In the Amazon/Macmillan situation, Amazon almost certainly has a clause in its contract with Macmillan that allows it to sell books for any price it chooses. Thus, Amazon would be immune from any MAPs set by Macmillan. However, there may be nothing in the contract dictating how long Macmillan has to deliver eBook versions of its print titles to Amazon; if so, Macmillan would be within its rights to delay availability of its eBooks to Amazon in order to encourage sales of full-price print copies. It's an interesting spin on the old Fair Trade argument: "We're not saying that we won't sell you eBooks, we just won't sell them to you until the print versions have been out for 30 or 60 days." It's similar to the release window strategy used by movie studios for decades. The legal problem could come if Macmillan discriminated against members of the same class of retailers.

Let's say that Apple sells an eBook title for $14.95, while Amazon sells it for $9.99.  Apple gets the eBook file and puts it on sale the same day as the print version, but Amazon doesn't get it until 60 days later. Unless there's some legitimate technical reason why Macmillan can't deliver the eBook file to Amazon at the same time as to Apple, its behavior could be seen as discriminatory. (Please remember that I'm not a lawyer, and your results may vary.) Macmillan would be required to provide the files to both Amazon and Apple at the same time, so as not to give Apple an unfair advantage.

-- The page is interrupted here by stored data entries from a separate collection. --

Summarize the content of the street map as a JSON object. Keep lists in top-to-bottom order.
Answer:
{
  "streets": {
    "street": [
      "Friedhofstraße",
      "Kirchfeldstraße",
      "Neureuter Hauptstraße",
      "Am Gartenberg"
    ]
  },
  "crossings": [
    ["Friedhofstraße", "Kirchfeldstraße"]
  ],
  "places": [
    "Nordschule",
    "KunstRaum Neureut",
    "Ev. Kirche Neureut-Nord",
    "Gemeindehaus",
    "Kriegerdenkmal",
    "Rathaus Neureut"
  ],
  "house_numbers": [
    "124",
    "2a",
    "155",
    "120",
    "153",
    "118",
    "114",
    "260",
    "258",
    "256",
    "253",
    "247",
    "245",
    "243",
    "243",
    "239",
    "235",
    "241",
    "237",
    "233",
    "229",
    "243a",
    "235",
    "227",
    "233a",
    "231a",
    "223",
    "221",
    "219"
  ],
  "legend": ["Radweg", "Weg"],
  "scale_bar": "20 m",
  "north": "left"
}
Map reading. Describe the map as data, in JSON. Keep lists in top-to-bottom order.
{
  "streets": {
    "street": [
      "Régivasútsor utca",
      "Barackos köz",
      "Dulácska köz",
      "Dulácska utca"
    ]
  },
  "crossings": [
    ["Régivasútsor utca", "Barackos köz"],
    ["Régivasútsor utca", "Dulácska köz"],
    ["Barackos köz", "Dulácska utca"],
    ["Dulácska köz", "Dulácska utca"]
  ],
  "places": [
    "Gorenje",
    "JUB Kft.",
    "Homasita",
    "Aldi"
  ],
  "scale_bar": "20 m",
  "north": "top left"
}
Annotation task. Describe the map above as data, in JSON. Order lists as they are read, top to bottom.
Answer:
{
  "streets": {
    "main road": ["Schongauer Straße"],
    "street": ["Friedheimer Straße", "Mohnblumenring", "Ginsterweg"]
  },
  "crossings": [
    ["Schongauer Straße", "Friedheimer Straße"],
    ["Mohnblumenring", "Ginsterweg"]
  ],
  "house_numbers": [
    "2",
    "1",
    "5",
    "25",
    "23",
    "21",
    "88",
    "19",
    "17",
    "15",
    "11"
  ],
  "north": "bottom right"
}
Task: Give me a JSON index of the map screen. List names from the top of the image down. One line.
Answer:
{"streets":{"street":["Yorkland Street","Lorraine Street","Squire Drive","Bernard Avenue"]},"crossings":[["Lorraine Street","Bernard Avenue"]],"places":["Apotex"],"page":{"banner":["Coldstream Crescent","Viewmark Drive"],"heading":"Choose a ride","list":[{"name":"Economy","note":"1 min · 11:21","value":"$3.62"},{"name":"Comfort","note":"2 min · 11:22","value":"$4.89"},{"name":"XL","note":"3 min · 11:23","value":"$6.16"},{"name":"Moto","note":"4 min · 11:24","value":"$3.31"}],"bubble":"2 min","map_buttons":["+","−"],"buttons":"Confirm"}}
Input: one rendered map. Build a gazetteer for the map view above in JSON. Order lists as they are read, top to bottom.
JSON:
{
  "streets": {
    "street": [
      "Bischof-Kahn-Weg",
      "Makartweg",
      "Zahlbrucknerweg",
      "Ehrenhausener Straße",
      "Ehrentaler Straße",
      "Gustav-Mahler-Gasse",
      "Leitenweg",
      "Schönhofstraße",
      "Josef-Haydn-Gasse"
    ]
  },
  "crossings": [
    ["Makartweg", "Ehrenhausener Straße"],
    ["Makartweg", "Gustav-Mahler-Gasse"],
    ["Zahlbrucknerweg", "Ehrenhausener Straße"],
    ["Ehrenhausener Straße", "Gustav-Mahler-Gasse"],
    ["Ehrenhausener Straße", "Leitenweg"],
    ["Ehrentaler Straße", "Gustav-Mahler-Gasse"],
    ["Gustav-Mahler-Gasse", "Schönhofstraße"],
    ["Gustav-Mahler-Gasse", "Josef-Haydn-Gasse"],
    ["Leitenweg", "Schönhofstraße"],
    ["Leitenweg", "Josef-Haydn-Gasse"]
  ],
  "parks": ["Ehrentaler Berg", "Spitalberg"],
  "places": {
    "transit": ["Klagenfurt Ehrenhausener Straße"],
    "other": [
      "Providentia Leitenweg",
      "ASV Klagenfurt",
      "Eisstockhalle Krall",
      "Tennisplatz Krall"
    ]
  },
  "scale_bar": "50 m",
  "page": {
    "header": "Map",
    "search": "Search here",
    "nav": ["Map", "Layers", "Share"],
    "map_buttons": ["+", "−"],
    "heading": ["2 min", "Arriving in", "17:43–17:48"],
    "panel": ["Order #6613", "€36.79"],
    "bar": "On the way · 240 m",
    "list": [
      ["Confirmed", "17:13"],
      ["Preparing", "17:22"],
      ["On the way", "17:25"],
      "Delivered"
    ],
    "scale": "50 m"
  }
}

Macmillan might still have an "out", again taken from the business practices of the movie industry. Most of us have been to neighborhood "second-run" movie theaters that get movies weeks after they're first released. These theaters sell tickets for a few dollars each, rather than the $10 and up that movie tickets commonly go for. The films that the second-run theaters are showing are exactly the same as the ones that were in the first-run theaters (well, not exactly the same--the prints are usually pretty beaten up), but the movie distributors can discriminate on the basis of price. It's not a fair analogy, because the publishers might actually get paid more by Amazon than Apple, while the film studios almost always end up making less from the second-run theaters than they did from the first-run ones. However, it demonstrates that Macmillan might have some "wiggle room" as to when it releases eBooks to different retailers.

In any event, the battle is now on, and it's likely to end up in the courts.